Seia, in effetti io di Capote non ho mai letto nulla, e questo può avermi condizionato. D'accordissimo su 4), avrei fatto meglio a inserirlo come punto separato (Cosa funziona). Il genio crudele e egoista mi lascia meno convinto. O almeno il film insiste molto sul fatto che, dopo quella sorta di disfatta morale, Capote non riuscì più a scrivere molto...
Delio, dicevo qualcosa qui.

delio ha detto...

quel post era esattamente quello che mi aveva fatto nascere dubbi sulla sua/vostra idiosincrasia verso i posti non numerati.
con rispetto, eh, ma mi sembra che questo terrore della calca, questo desiderio di una visione del film in camera sterile sia molto - ehm - milanese. non per niente cancellerei dalla faccia della terra i warner village con un tratto di penna, e non solo per il film che danno. è meglio un film di renoir nel cinema parrocchiale o di emmerich in una sala con proiettore digitale e turbosurround?

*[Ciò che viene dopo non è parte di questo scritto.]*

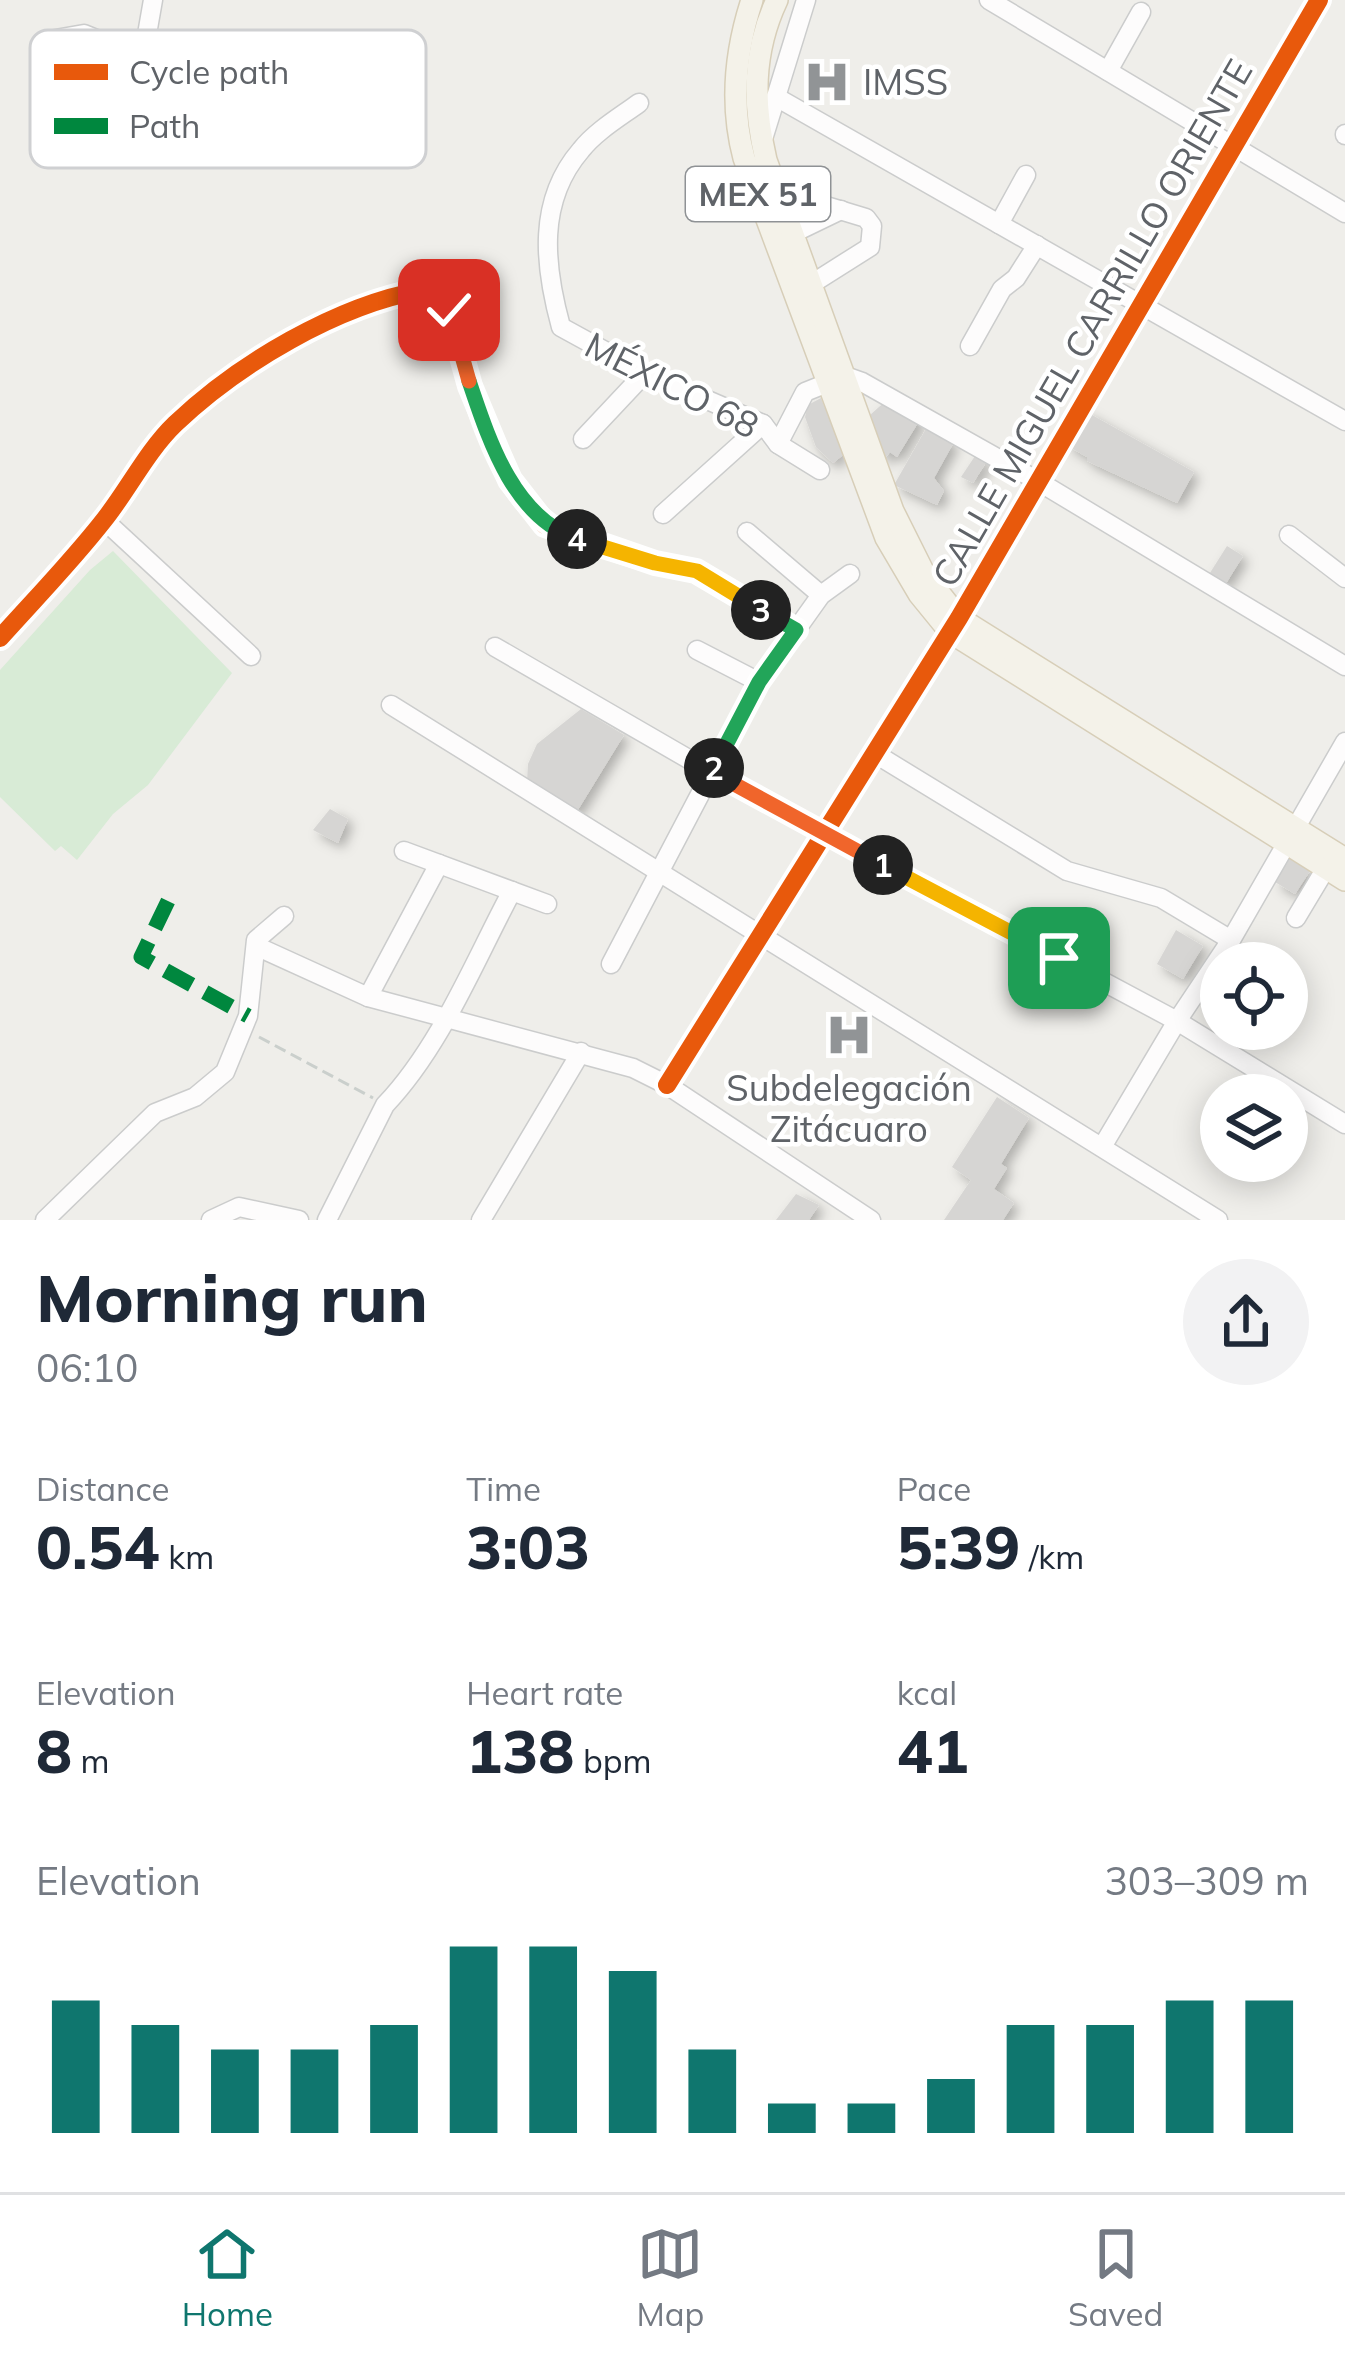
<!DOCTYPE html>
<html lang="en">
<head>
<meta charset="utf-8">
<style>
  :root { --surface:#fff; --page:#f2f2f3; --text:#1f2937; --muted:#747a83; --line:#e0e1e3; --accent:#0f766e }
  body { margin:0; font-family:Mulish,sans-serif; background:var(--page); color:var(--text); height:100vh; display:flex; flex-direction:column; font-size:45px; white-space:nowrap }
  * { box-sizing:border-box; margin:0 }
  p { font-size:39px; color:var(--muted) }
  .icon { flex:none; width:66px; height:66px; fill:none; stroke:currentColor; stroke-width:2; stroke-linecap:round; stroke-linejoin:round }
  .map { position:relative; height:1220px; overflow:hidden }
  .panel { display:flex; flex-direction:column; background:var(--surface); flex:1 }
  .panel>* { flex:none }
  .tools { position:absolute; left:1200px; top:942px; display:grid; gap:24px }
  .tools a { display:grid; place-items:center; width:108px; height:108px; border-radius:50%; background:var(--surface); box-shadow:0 6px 30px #0003; font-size:60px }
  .pin { position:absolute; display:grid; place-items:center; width:102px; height:102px; color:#fff; margin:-51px; border-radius:24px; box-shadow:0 6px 18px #0006 }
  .km { position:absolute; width:60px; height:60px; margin:-30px; border-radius:50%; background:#222; color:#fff; font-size:33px; line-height:60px; text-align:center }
  .round { display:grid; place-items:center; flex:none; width:126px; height:126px; border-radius:63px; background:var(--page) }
  .overview { display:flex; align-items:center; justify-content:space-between; height:204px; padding:0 36px }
  h1 { font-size:66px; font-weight:800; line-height:90px }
  .metrics { display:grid; grid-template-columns:repeat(3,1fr); gap:18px; height:204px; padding:12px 36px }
  .metrics div { display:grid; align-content:center }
  .metrics b { font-size:60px; font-weight:800 }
  .metrics small { font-size:33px; font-weight:400 }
  .metrics p { font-size:33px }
  .chart { height:336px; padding:24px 36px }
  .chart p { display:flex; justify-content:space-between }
  .chart svg { width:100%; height:216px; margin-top:12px; stroke:var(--accent); stroke-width:6 }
  .menu { display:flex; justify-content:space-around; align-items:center; height:168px; border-top:3px solid var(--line); background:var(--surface); font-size:33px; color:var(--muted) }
  .menu a { display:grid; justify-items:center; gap:6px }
  .menu .current { color:var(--accent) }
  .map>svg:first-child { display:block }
</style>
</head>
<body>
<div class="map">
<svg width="1345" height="1220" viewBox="0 0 1345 1220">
  <defs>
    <filter id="shadow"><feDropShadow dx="5.5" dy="5.5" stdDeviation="6" flood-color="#0004"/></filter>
  </defs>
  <rect width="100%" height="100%" fill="#efeeea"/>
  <!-- pitch -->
  <path fill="#d8ebd6" d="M113,551L232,673L148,785L113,814L77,860L61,846L55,851L0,797V670L90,570Z"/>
  <!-- building -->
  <g fill="#d6d5d3" filter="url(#shadow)">
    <path d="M821,398L843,455L833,463L816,447L805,417L808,405Z"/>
    <path d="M888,399L921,418L897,457L890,452L883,461L870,415Z"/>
    <path d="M1083,410L1194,472L1177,503L1087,461V457L1066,445Z"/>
    <path d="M927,427L954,442L934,478L944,491L937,505L894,485Z"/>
    <path d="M977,453L987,461L973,483L961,477Z"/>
    <path d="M1227,546L1243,556L1225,585L1208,576Z"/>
    <path d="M581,709L624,735L576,813L527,783L528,764L537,744Z"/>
    <path d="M330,809L348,819L338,843L313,830Z"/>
    <path d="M1290,858L1310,871L1295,894L1275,882Z"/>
    <path d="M1176,930L1203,946L1183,979L1157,964Z"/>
    <path d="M997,1097L1029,1118L1001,1164L1007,1168L994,1189L1014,1203L1003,1220H944L971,1180L952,1167Z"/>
    <path d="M796,1194L819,1205L809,1220H776Z"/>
  </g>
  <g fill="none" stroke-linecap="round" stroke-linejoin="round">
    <defs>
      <g id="minor">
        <path d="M989,0L1345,213"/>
        <path d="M44,41L84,34L126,51L137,48L146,40L153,0"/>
        <path d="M1108,71L1141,12"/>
        <path d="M776,97L1345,421"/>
        <path d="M639,103C620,117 596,131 581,150C537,201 544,265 561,327L645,373L763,424L778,444L820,470"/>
        <path d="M1345,135V134"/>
        <path d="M763,139L806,0"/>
        <path d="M777,191L866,218L872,226L870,247L802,290"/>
        <path d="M999,224L1026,175"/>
        <path d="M781,239L841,210"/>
        <path d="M970,346L1002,289L1016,278L1037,245"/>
        <path d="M583,439L645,373"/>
        <path d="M778,444L805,392L845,376L862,382L1036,480L1345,666"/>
        <path d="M663,514L763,424"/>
        <path d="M104,520L251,656"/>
        <path d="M747,532L821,595"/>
        <path d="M1289,535L1345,578"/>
        <path d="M0,638C35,599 72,561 104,520C128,490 147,451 175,424C238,364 337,305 423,290L449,310L470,386L498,453L510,480L545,525L655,563L696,571L796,630"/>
        <path d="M495,647L711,772L1177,1021L1345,1124"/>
        <path d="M697,650L759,682"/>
        <path d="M391,705L1218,1220"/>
        <path d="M874,753L1067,871L1161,898L1231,940"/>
        <path d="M404,851L547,904"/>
        <path d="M1296,918L1326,868"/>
        <path d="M256,946L368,997L633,1068L667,1085L871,1220"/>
        <path d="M611,964L759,682L821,595L850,574"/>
        <path d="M368,997L439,864"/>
        <path d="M667,1085L959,618L1319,0"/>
        <path d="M1102,1147L1177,1021L1231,940L1345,742"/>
        <path d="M45,1220L155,1113L195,1097L225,1072L248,1016L256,940L284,916"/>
        <path d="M211,1220L239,1207L299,1220"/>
        <path d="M327,1220L385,1105C441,1046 474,962 512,891"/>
        <path d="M481,1220L581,1052"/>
      </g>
      <g id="major">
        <path d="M752,0C735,52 730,105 744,158L886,538L919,594L950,632L1345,880"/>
        <path d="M777,0C752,53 753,104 766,160L893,511L925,575L959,618L1345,859"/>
      </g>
    </defs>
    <!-- minor casing -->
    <use href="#minor" stroke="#cbcccc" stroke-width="21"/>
    <!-- major casing -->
    <use href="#major" stroke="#d7ceb8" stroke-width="24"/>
    <!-- path -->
    <path stroke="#cacfcc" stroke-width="3" stroke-dasharray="12 6" stroke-linecap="butt" d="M259,1037L373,1098"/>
    <!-- minor -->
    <use href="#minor" stroke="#fdfcfc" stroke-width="18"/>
    <!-- major -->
    <use href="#major" stroke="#f4f2e9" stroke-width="21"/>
    <!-- quiet -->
    <path stroke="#00873e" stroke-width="15" stroke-dasharray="30 15" stroke-linecap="butt" d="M168,901L141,957L248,1016"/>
    <defs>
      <g id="cycleway">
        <path d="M0,638C35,599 72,561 104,520C128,490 147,451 175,424C238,364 337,305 423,290L449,310L470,386L498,453L510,480L545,525L655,563L696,571L796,630"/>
        <path d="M667,1085L959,618L1319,0"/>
      </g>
    </defs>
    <!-- cycleway casing -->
    <use href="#cycleway" stroke="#fff" stroke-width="26"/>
    <!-- cycleway -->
    <use href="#cycleway" stroke="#e8590c" stroke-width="18"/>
  </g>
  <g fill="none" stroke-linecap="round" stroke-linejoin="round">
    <defs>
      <path id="split-1" d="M883,865L1059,958"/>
      <path id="split-2" d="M714,768L712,772L883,865"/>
      <path id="split-3" d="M714,768L759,682L796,630L761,610"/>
      <path id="split-4" d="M577,539L655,563L697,571L761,610"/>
      <path id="split-5" d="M469,381C489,440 513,517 577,539"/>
      <path id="split-6" d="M449,310L469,381"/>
    </defs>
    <!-- split-1 casing -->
    <use href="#split-1" stroke="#fff" stroke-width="24"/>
    <!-- split-2 casing -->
    <use href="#split-2" stroke="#fff" stroke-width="24"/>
    <!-- split-3 casing -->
    <use href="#split-3" stroke="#fff" stroke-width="24"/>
    <!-- split-4 casing -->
    <use href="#split-4" stroke="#fff" stroke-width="24"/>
    <!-- split-5 casing -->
    <use href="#split-5" stroke="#fff" stroke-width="24"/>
    <!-- split-6 casing -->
    <use href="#split-6" stroke="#fff" stroke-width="24"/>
    <!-- split-1 -->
    <use href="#split-1" stroke="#f5b400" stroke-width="15"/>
    <!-- split-2 -->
    <use href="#split-2" stroke="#f0652b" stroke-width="15"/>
    <!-- split-3 -->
    <use href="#split-3" stroke="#22a559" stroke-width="15"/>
    <!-- split-4 -->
    <use href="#split-4" stroke="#f5b400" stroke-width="15"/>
    <!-- split-5 -->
    <use href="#split-5" stroke="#22a559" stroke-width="15"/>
    <!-- split-6 -->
    <use href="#split-6" stroke="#f0652b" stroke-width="15"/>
  </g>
  <!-- icons -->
  <defs>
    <symbol id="hospital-bare" viewBox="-9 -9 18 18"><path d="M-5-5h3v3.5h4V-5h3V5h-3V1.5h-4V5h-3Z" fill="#919496" stroke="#fff" stroke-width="2.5" paint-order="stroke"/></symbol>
  </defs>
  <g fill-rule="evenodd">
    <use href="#hospital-bare" x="794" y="49" width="66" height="66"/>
    <use href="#hospital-bare" x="816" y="1002" width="66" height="66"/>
  </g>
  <g text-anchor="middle" stroke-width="9" stroke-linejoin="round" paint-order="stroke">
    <!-- shield labels -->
    <rect fill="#fff" stroke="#8f9295" stroke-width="3" x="686" y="167" width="144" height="54" rx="9"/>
    <g font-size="33" font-weight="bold" fill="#5f6368">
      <text x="758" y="206">MEX 51</text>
    </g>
    <!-- poi labels -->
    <g font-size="36" fill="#5f6368" stroke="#fff" text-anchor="start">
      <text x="863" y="95">IMSS</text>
      <text x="849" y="1101" text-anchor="middle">Subdelegación<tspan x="849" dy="41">Zitácuaro</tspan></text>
    </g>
    <!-- street labels -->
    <g font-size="36" fill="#5f6368" stroke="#fff">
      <text transform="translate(1092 323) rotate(-60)" y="13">CALLE MIGUEL CARRILLO ORIENTE</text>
      <text transform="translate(672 385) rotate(27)" y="13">MÉXICO 68</text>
    </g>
  </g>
  <!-- legend -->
  <rect x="30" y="30" width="396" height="138" rx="18" fill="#fff" stroke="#cfd0d2" stroke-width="3"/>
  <rect x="54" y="64" width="54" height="16" fill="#e8590c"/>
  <rect x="54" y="118" width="54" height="16" fill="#00873e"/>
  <g font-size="33" fill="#5f6368">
    <text x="129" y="84">Cycle path</text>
    <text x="129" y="138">Path</text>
  </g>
</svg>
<div class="tools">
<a><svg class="icon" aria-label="locate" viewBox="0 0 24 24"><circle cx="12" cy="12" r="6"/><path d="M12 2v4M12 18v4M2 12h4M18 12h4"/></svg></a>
<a><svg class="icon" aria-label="layers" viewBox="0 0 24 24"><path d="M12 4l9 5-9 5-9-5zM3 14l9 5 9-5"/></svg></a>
</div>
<div class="pin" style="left:1059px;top:958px;background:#1e9e55"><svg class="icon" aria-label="arrive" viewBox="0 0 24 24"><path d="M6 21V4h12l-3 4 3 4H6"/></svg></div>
<div class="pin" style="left:449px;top:310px;background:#d93025"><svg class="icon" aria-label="check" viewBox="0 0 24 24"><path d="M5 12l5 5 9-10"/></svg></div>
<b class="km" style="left:883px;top:865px">1</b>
<b class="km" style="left:714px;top:768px">2</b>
<b class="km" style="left:761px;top:610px">3</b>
<b class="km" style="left:577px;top:539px">4</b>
</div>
<section class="panel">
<div class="overview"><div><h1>Morning run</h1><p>06:10</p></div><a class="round"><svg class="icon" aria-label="share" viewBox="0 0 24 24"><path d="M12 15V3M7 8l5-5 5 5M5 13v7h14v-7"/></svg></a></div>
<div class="metrics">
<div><p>Distance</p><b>0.54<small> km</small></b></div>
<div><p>Time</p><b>3:03</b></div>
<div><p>Pace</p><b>5:39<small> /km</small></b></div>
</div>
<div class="metrics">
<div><p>Elevation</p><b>8<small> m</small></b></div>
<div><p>Heart rate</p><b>138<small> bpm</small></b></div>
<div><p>kcal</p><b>41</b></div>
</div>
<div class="chart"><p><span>Elevation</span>303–309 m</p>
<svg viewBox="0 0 160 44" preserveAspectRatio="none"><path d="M5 44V17M15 44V22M25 44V27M35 44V27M45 44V22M55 44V6M65 44V6M75 44V11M85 44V27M95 44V38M105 44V38M115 44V33M125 44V22M135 44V22M145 44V17M155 44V17"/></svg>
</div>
</section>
<nav class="menu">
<a class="current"><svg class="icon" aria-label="home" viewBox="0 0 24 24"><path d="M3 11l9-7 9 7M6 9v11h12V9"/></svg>Home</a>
<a><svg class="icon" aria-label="map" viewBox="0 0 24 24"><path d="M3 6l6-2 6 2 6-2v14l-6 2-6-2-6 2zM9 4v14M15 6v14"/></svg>Map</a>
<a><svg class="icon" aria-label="saved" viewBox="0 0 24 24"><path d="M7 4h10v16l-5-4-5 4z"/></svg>Saved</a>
</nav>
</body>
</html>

comunque, lo ripeto, i rischi di un cinema coi posti assegnati sono secondo me superiori a quelli di un cinema coi posti liberi. e poi, quanto spesso vi succede di andare in un cinema così affollato da non potervi comunque prendere i posti che avreste preso se aveste potuto prenotare?

Rodolfo ha detto...

Ci capita spessissimo il cinema affollato. A volte facciamo tutta la coda e andiamo via perché la cassiera dice che sono rimasti solo posti davanti. E se è affollato come fai ad evitare il tizio che arriva e si siede accanto a te col formato gigante di popcorn? Te ne andresti subito, ma dove?
Per rispondere meglio alla tua domanda: meglio un Renoir con proiettore buono, suono splendido, poltrone larghe, file spaziate, corretta inclinazione della sala, libertà di arrivare cinque minuti prima dell'inizio e sederti nel tuo posto prenotato. Se no mi affitto un DVD, ti pare?
I posti prenotati, poi, ce li prendiamo eccome. Se li troviamo occupati, la gente alza e se ne va. Sì, lo so, è una cosa milanese.